Farmers showed good understanding of the PSP advisory messages and many also changed their activities in response to the advice that was generated. Farmer 3 (male) from Sambatiyao, Mulanje, explained: “From the forecast, we were informed that the season for 2015–16, especially Southern Region, will have limited rainfall compared to Central and Northern Region. Considering that this was October, I quickly changed the decision to plant maize on a bigger plot to spread the risk by growing hybrid maize, sweet potatoes, cassava and vegetables.” In the north of the country, which can experience flooding, the forecast in that season was for wet conditions. Farmer 1 (female) from Kaswera, Karonga explained: “During the workshop, technical experts from DCCMS explained that the season had the potential of heavy rains, and messages were developed on avoiding flood risk areas and growing crops that require more water such as rice and maize.”

The nature of the seasonal forecast, and thus the messaging associated with the interpreted advisory, changed the next season. Farmer 4 (female) from Chimwala, Mulanje, stated that “we were informed that the 2016–17 season had a higher probability of wet season, especially the first three months of the season. We developed and followed messages on growing crops that require more water like maize, cassava and bananas. Furthermore, we were encouraged to reduce mulching on our fields, unless they are in slope areas, to avoid standing water and saturating the soils.

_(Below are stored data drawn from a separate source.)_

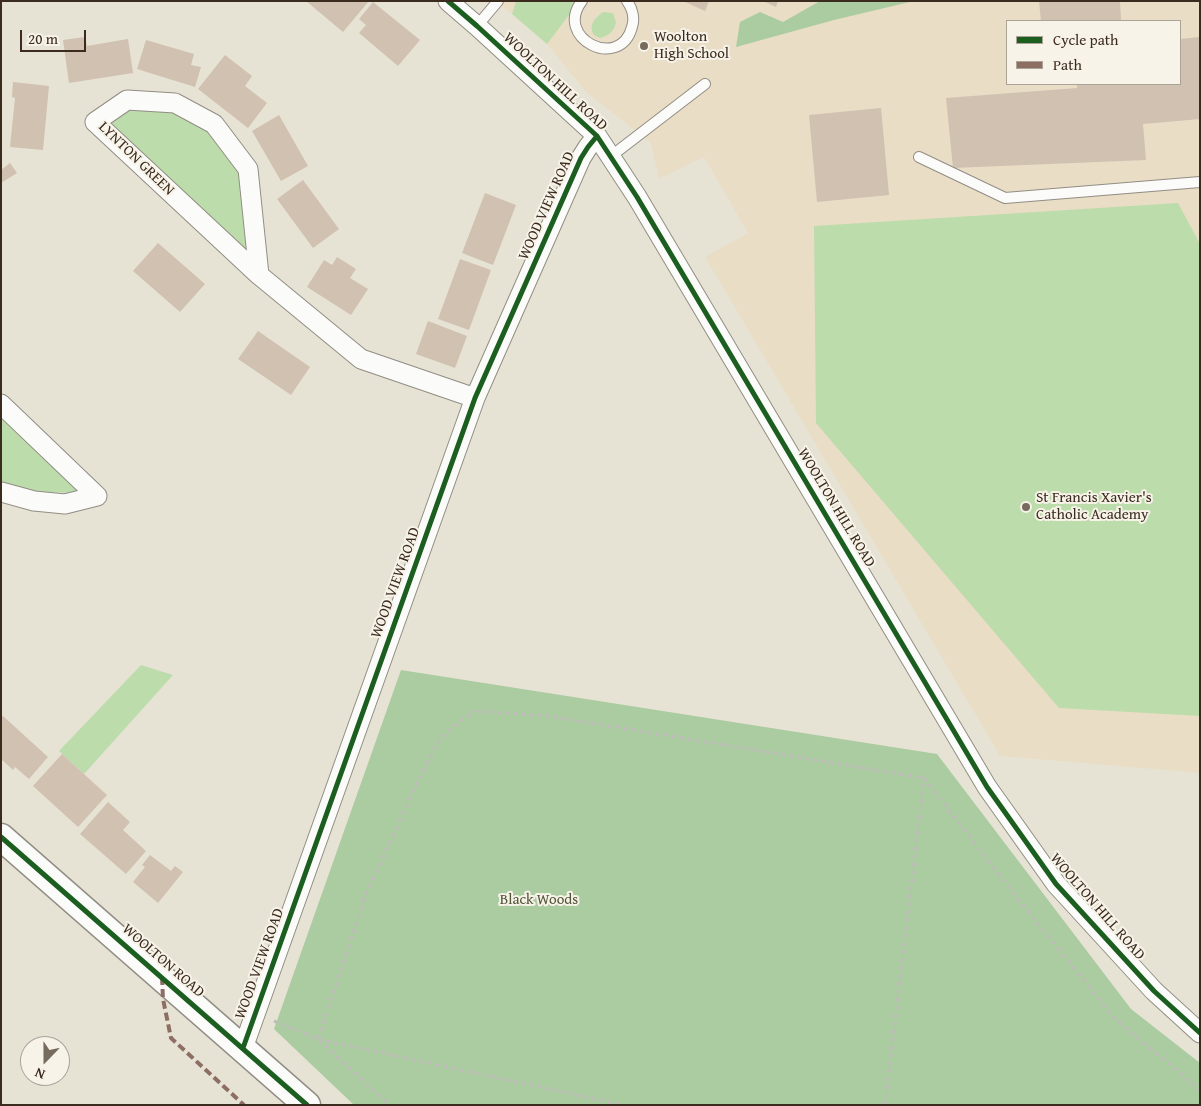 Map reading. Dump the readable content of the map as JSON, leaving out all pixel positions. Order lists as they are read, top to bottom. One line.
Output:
{"streets":{"street":["WOOLTON HILL ROAD","LYNTON GREEN","WOOD VIEW ROAD","WOOLTON ROAD"]},"crossings":[["WOOLTON HILL ROAD","WOOD VIEW ROAD"],["LYNTON GREEN","WOOD VIEW ROAD"],["WOOD VIEW ROAD","WOOLTON ROAD"]],"parks":["Black Woods"],"places":["Woolton High School","St Francis Xavier's Catholic Academy"],"legend":["Cycle path","Path"],"scale_bar":"20 m","north":"bottom"} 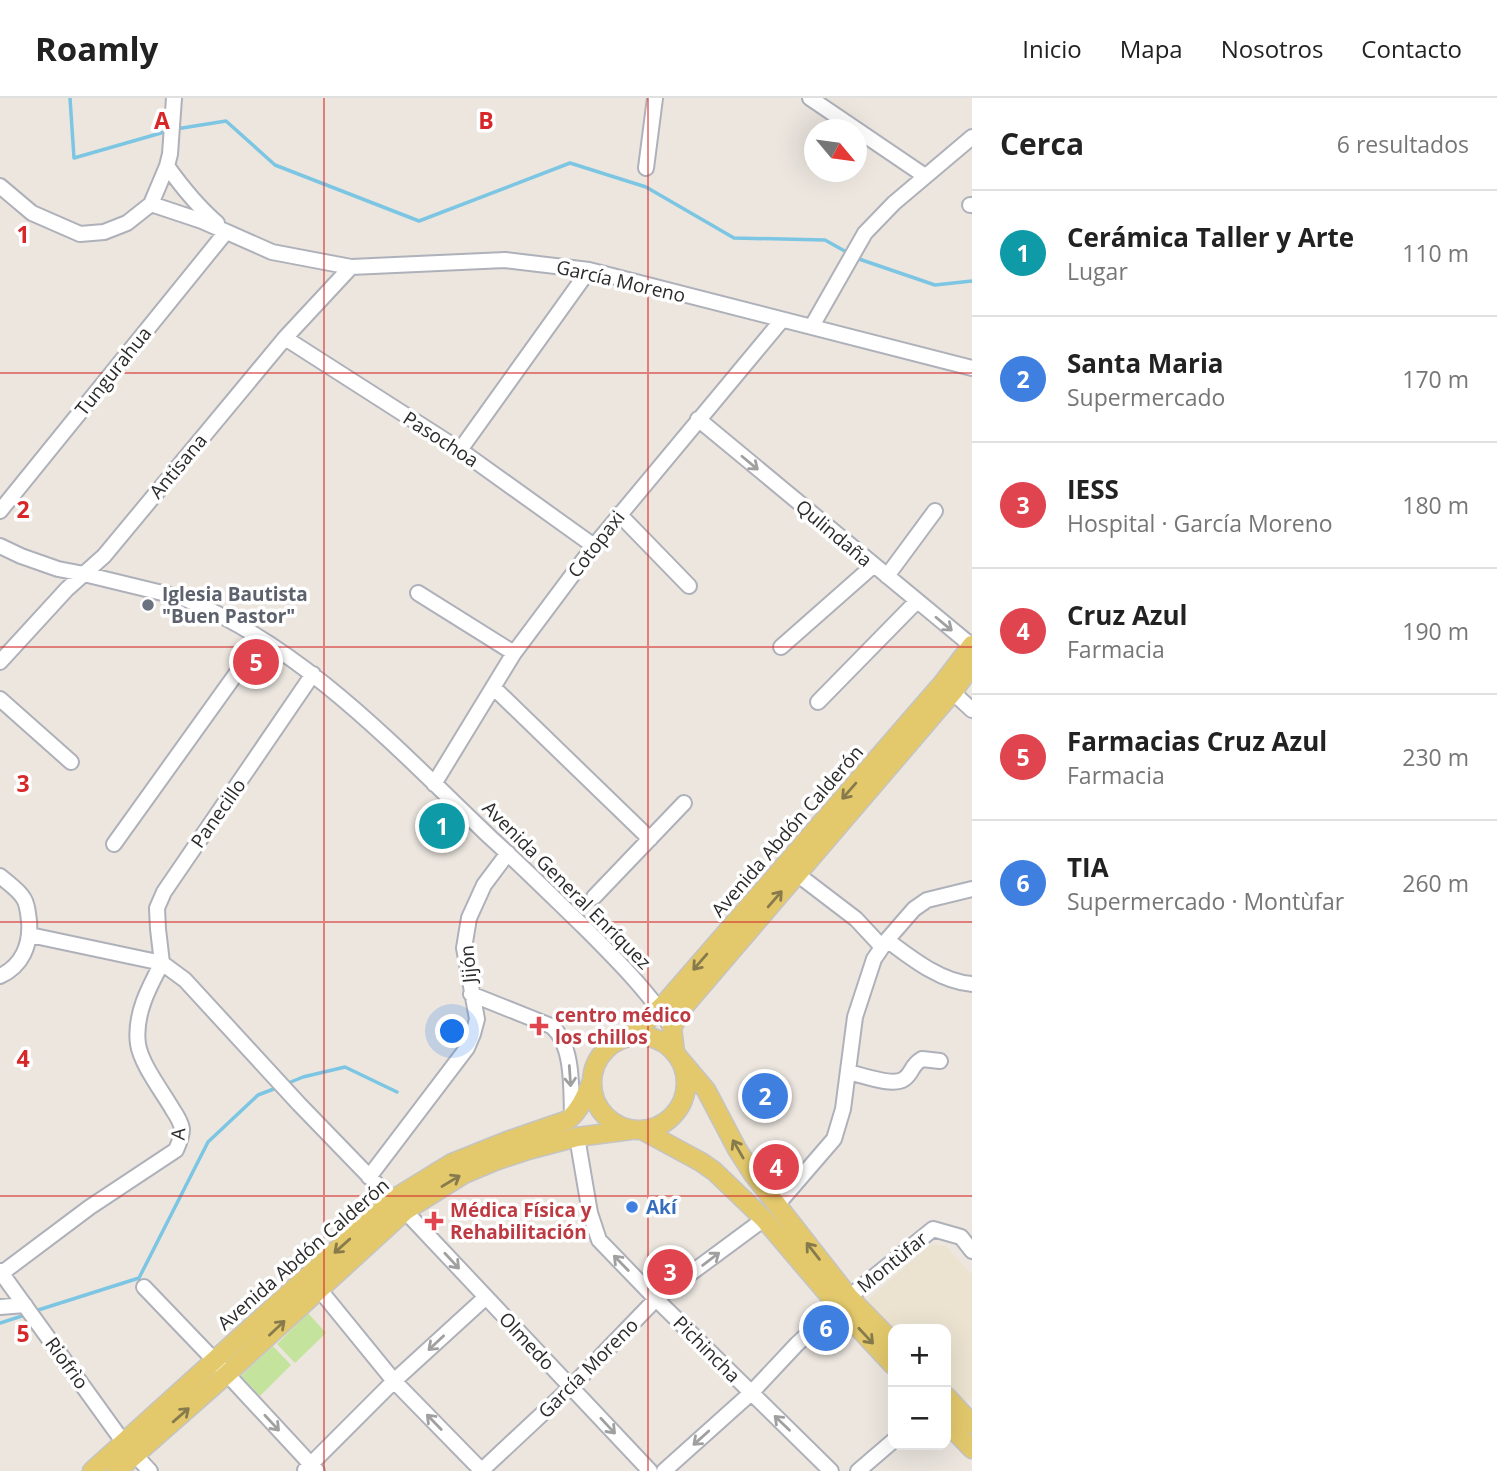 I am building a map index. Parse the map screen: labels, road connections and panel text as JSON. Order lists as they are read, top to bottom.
{
  "streets": {
    "main road": ["Avenida Abdón Calderón"],
    "street": [
      "García Moreno",
      "Tungurahua",
      "Pasochoa",
      "Antisana",
      "Qulindaña",
      "Cotopaxi",
      "Panecillo",
      "Avenida General Enríquez",
      "Jijón",
      "A",
      "Montùfar",
      "Olmedo",
      "Pichincha",
      "Riofrìo"
    ]
  },
  "crossings": [
    ["García Moreno", "Tungurahua"],
    ["García Moreno", "Antisana"],
    ["García Moreno", "Cotopaxi"],
    ["García Moreno", "Olmedo"],
    ["García Moreno", "Pichincha"],
    ["Pasochoa", "Antisana"],
    ["Pasochoa", "Cotopaxi"],
    ["Antisana", "Avenida General Enríquez"],
    ["Qulindaña", "Cotopaxi"],
    ["Qulindaña", "Avenida Abdón Calderón"],
    ["Cotopaxi", "Avenida General Enríquez"],
    ["Panecillo", "Avenida General Enríquez"],
    ["Panecillo", "A"],
    ["Panecillo", "Olmedo"],
    ["Avenida Abdón Calderón", "Avenida General Enríquez"],
    ["Avenida Abdón Calderón", "Olmedo"],
    ["Avenida Abdón Calderón", "Pichincha"],
    ["Avenida Abdón Calderón", "Riofrìo"],
    ["Avenida General Enríquez", "Jijón"],
    ["Jijón", "Olmedo"],
    ["A", "Olmedo"],
    ["A", "Riofrìo"],
    ["Montùfar", "Pichincha"]
  ],
  "one_way": ["Qulindaña", "Pichincha"],
  "places": {
    "other": ["Iglesia Bautista \"Buen Pastor\"", "Akí"],
    "health": ["centro médico los chillos", "Médica Física y Rehabilitación"]
  },
  "north": "bottom right",
  "page": {
    "header": "Roamly",
    "nav": [
      "Inicio",
      "Mapa",
      "Nosotros",
      "Contacto"
    ],
    "heading": ["Cerca", "6 resultados"],
    "list": [
      {
        "mark": "1",
        "name": "Cerámica Taller y Arte",
        "note": "Lugar",
        "value": "110 m"
      },
      {
        "mark": "2",
        "name": "Santa Maria",
        "note": "Supermercado",
        "value": "170 m"
      },
      {
        "mark": "3",
        "name": "IESS",
        "note": "Hospital · García Moreno",
        "value": "180 m"
      },
      {
        "mark": "4",
        "name": "Cruz Azul",
        "note": "Farmacia",
        "value": "190 m"
      },
      {
        "mark": "5",
        "name": "Farmacias Cruz Azul",
        "note": "Farmacia",
        "value": "230 m"
      },
      {
        "mark": "6",
        "name": "TIA",
        "note": "Supermercado · Montùfar",
        "value": "260 m"
      }
    ],
    "pins": [
      "5",
      "1",
      "2",
      "4",
      "3",
      "6"
    ],
    "map_buttons": ["+", "−"]
  },
  "grid": {
    "columns": ["A", "B"],
    "rows": [
      "1",
      "2",
      "3",
      "4",
      "5"
    ]
  }
}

We were also informed to be alert to the weather messages through radios to enhance our decisions.” Farmer 5 (male), also from Chimwala, Mulanje, concurred, explaining “2016–17, the forecast was interpreted in October 2016, and because of the season outlook, that the season will have heavy rainfall, I and my fellow villagers grew crops that require more water such as maize. We were also informed that we should avoid places which could flood, like growing crops in river banks and living in swampy areas and shaky houses.”

To What Extent Is the Information Credible, Salient and Legitimate?

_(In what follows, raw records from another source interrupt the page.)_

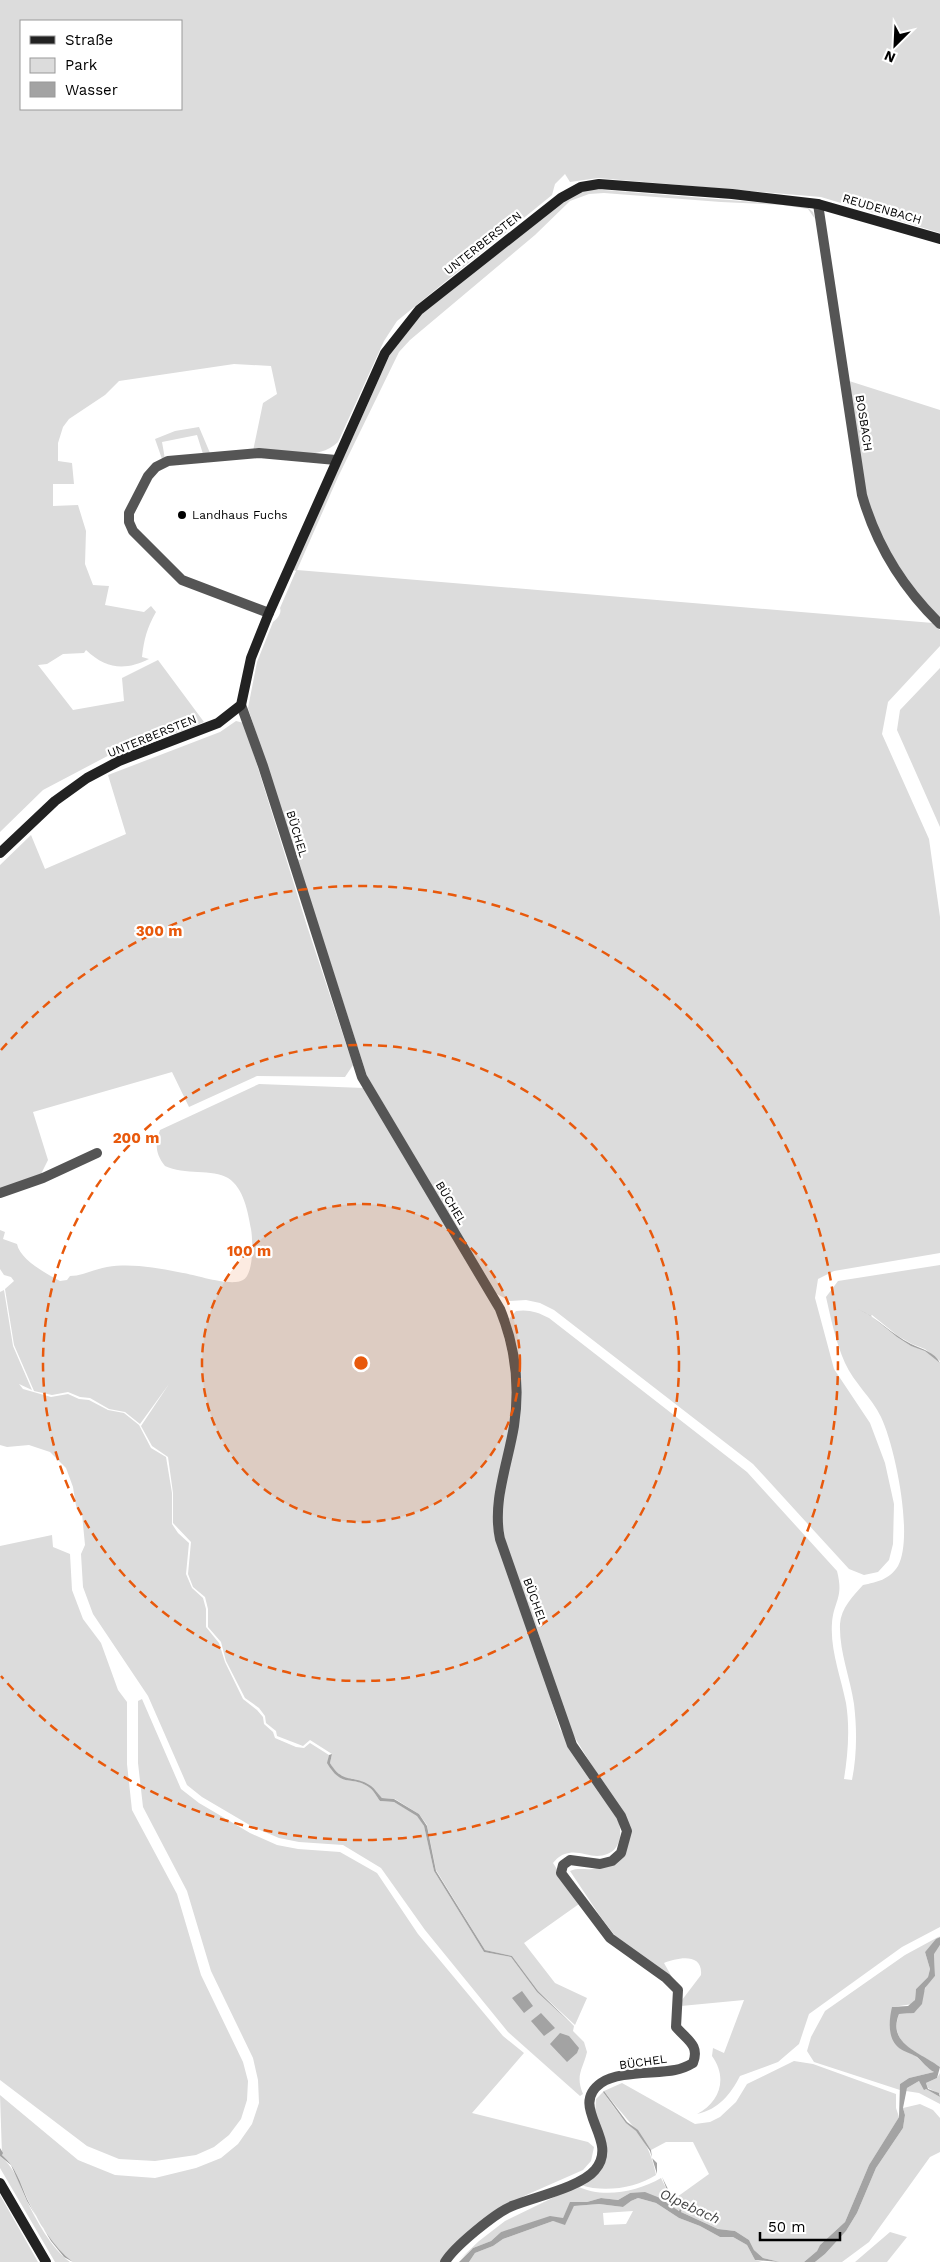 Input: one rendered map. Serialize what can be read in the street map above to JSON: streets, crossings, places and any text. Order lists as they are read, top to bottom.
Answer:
{
  "streets": {
    "street": [
      "REUDENBACH",
      "UNTERBERSTEN",
      "BOSBACH",
      "BÜCHEL"
    ]
  },
  "crossings": [
    ["REUDENBACH", "UNTERBERSTEN"],
    ["REUDENBACH", "BOSBACH"],
    ["UNTERBERSTEN", "BOSBACH"],
    ["UNTERBERSTEN", "BÜCHEL"]
  ],
  "water": ["Olpebach"],
  "places": ["Landhaus Fuchs"],
  "legend": ["Straße", "Park", "Wasser"],
  "scale_bar": "50 m",
  "north": "bottom left",
  "rings": ["300 m", "200 m", "100 m"]
}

Credibility of the messages was higher amongst the PSP workshop participants who had been directly involved in the scenario generation process compared to those that just heard the finalised advisory. Farmer 2 (male) from Kaswera, Karonga, indicated that he faced challenges when sharing PSP outputs because some members of the community expressed dissatisfaction on the messages and forecasting because they believe that God only can predict the season, highlighting the role of cultural beliefs. The representative from Chimwala VCPC also highlighted that when he shared outputs from the 2015–16 and 2016–17 processes, there were some community members that never showed interest in the messages and needed to be convinced. NGO representatives also acknowledged some problems with trust in the information but said that the integration of local knowledge into the PSP discussion was important as it validated local weather and climate indicators, and improved legitimacy. Only one of the farmers interviewed said that he did not believe in local indicators, with the majority trusting them. Having trusted messengers also aids credibility by increasing legitimacy: one farmer (5, male) who was the Group Village Headman in Chimwala indicated that he did not face any challenges in disseminating the PSP output because of his leadership position and he felt that people’s trust in him extended to trust in the message he was sending.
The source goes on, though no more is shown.